● Goal of the exercise: Each line of the data below that carries the word "controls" needs to be copied.

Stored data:
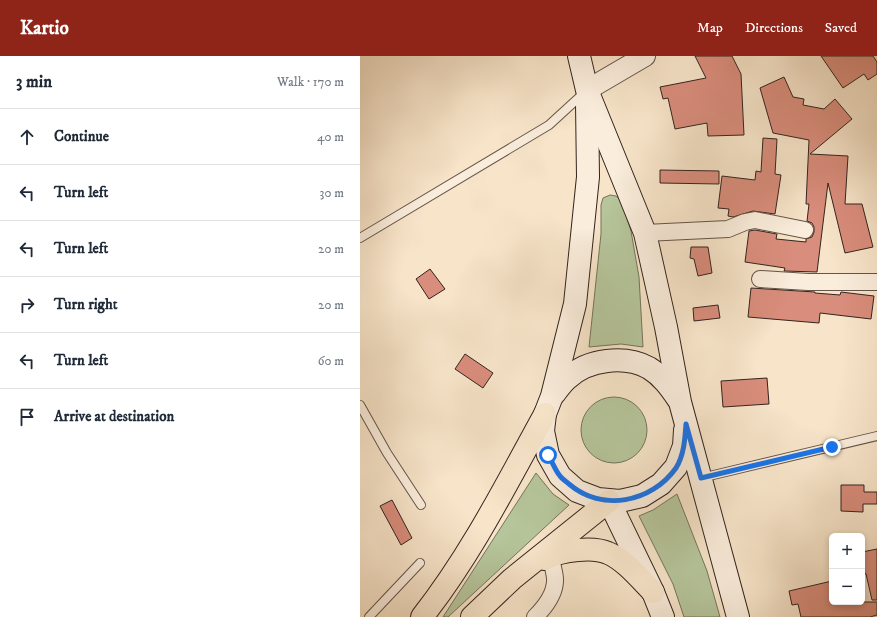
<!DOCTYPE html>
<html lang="en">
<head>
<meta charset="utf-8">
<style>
  body { margin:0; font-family:"IM FELL DW Pica",serif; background:#f6f6f7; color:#1f2937 }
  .controls { position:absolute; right:12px; bottom:12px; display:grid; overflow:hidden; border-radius:6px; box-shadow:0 2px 6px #0003 }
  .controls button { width:36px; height:36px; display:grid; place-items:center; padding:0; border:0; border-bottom:1px solid #e0e1e3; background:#fff; color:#1f2937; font:20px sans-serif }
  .stop { position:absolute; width:12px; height:12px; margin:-9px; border:3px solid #1a73e8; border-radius:50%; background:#fff }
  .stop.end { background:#1a73e8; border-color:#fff; box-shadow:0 1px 4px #0008 }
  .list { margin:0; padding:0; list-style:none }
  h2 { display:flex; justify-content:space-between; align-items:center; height:52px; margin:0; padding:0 16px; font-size:17px }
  h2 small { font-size:13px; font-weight:400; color:#747a83 }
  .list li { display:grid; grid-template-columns:26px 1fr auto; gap:12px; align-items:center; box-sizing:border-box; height:56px; padding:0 16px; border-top:1px solid #e0e1e3 }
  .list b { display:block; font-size:15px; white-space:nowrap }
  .list em { font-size:13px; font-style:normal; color:#747a83 }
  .icon { flex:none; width:22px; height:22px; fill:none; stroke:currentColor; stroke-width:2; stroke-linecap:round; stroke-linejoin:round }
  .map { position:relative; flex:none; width:517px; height:561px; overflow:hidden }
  header { display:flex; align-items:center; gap:24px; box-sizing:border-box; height:56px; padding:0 20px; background:#8f2418; color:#fff }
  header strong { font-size:19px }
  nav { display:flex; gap:22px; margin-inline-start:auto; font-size:14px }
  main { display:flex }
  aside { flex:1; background:#fff }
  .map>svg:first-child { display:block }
</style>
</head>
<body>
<header>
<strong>Kartio</strong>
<nav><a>Map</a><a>Directions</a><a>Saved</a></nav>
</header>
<main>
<aside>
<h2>3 min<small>Walk · 170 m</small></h2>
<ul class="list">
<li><svg class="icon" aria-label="ahead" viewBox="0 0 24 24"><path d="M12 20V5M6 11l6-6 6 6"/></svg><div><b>Continue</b></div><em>40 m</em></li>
<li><svg class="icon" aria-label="left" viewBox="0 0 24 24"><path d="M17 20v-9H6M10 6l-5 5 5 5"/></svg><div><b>Turn left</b></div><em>30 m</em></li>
<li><svg class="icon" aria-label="left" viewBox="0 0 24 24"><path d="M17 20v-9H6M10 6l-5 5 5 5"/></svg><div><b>Turn left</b></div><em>20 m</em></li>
<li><svg class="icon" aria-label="right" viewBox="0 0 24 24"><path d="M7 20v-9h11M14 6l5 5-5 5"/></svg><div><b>Turn right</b></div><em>20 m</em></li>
<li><svg class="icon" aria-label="left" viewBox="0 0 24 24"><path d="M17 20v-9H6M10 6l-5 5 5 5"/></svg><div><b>Turn left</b></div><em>60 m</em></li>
<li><svg class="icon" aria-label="arrive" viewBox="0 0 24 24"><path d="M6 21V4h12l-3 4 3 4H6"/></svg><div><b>Arrive at destination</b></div></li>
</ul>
</aside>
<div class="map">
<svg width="517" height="561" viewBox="0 0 517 561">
  <rect width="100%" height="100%" fill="#f7e4c9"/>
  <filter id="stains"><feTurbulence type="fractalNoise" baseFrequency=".005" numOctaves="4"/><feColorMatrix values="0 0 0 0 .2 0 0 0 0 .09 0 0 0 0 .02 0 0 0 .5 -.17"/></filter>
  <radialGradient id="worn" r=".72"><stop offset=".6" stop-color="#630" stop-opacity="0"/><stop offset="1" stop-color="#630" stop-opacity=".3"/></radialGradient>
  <g fill="#b6c59b" stroke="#74745c">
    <polygon points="250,139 256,140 261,144 271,175 279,221 283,291 261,288 229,291 241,178 241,149 243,142"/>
    <circle cx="254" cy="374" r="33"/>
    <polygon points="176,417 193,438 209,449 88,561 83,561"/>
    <polygon points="317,438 347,515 360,561 324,561 313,528 279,460 293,454"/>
  </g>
  <g fill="#d98d7c" stroke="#33241e">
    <polygon points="335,0 372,0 381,18 384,79 348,80 347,67 315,73 308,42 303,43 300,31 346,22"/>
    <polygon points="461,0 513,0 517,6 517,18 508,24 504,18 483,32"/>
    <polygon points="424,21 433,41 444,43 443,49 464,53 475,43 492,63 450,98 488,100 485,148 502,148 513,191 485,197 468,127 457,216 424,215 425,212 385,206 389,175 395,174 417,178 416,183 446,186 446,183 452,181 454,176 454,171 452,167 447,165 449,148 446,148 449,84 413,77 400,32"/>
    <polygon points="403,82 417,83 415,118 421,119 415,158 393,155 373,161 368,160 369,153 358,152 362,120 395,124 396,115 401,116"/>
    <polygon points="300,114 359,115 359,128 300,127"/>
    <polygon points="331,191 348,191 352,217 338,220 334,203 330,202"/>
    <polygon points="70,213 85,233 69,243 56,223"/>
    <polygon points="391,232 455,236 455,237 480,239 481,236 514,240 511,263 460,257 459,267 388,261"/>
    <polygon points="358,249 360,262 334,265 333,252"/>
    <polygon points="105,298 133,317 123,332 95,313"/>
    <polygon points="407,322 409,348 363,351 361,325"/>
    <polygon points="481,429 504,429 504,436 517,436 517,448 503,448 503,456 481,455"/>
    <polygon points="32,444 52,482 41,489 20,450"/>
    <polygon points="517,493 517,544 512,544 506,518 505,518 502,496"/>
    <polygon points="472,525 472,546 517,546 517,559 510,561 441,561 438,548 432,549 429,535"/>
  </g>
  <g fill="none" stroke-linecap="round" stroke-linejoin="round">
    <defs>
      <g id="service">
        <polyline points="0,182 189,69 225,36"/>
        <polyline points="0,349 27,397 61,449"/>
        <polyline points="341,422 517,380"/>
        <polyline points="9,561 60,507"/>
      </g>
      <g id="minor">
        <polyline points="285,177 368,173 385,166 395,164 445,174"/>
        <polyline points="400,223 448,226 517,226"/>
        <path d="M 175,561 C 185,551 196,537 195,522 C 194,514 192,507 190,499"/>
      </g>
      <polyline id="tertiary" points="227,34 285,0"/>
      <g id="secondary">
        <polyline points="219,0 227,34 285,177 306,271 320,346 378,561"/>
        <polyline points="227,47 228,121 215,248 192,340 185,358 183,375 188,399 200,420 217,435 238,443 260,445 282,440 301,428 316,411 324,390 325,374"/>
        <path d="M 194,338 C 198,333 203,326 208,322 C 228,303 265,299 289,312 C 302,320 310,331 318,343"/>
        <polyline points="249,445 293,536 303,561"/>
      </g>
      <g id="primary">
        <path d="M 185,503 C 195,497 206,495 218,494 C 228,493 239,493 248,497 C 265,504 281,524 293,536"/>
        <path d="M 62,561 C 111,499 147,427 185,358"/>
        <polyline points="112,561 152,523 249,445"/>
      </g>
    </defs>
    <use href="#service" stroke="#645449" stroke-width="10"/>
    <use href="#minor" stroke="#645449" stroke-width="18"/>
    <use href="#tertiary" stroke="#645449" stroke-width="22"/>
    <use href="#secondary" stroke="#33241e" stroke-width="24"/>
    <use href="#primary" stroke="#33241e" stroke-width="24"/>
    <use href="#service" stroke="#faeddc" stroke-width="8"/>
    <use href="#minor" stroke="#faeddc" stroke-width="16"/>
    <use href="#tertiary" stroke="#faeddc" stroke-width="20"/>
    <use href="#secondary" stroke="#faeddc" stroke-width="22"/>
    <use href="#primary" stroke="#f7e4c9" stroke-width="22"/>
  </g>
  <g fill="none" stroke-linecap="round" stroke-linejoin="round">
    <path stroke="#1a73e8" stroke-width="5" d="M 188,399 C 192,405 195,414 200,420 C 202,423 206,425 209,428 C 242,456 291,447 316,412 C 324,399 325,383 326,368 L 341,422 L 472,391"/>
  </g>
  <rect width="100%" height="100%" filter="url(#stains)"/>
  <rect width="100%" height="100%" fill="url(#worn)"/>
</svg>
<div class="controls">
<button>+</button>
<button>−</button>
</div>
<div class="stop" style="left:188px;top:399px"></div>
<div class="stop end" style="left:472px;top:391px"></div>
</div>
</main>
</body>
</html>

● Your solution:
  .controls { position:absolute; right:12px; bottom:12px; display:grid; overflow:hidden; border-radius:6px; box-shadow:0 2px 6px #0003 }
  .controls button { width:36px; height:36px; display:grid; place-items:center; padding:0; border:0; border-bottom:1px solid #e0e1e3; background:#fff; color:#1f2937; font:20px sans-serif }
<div class="controls">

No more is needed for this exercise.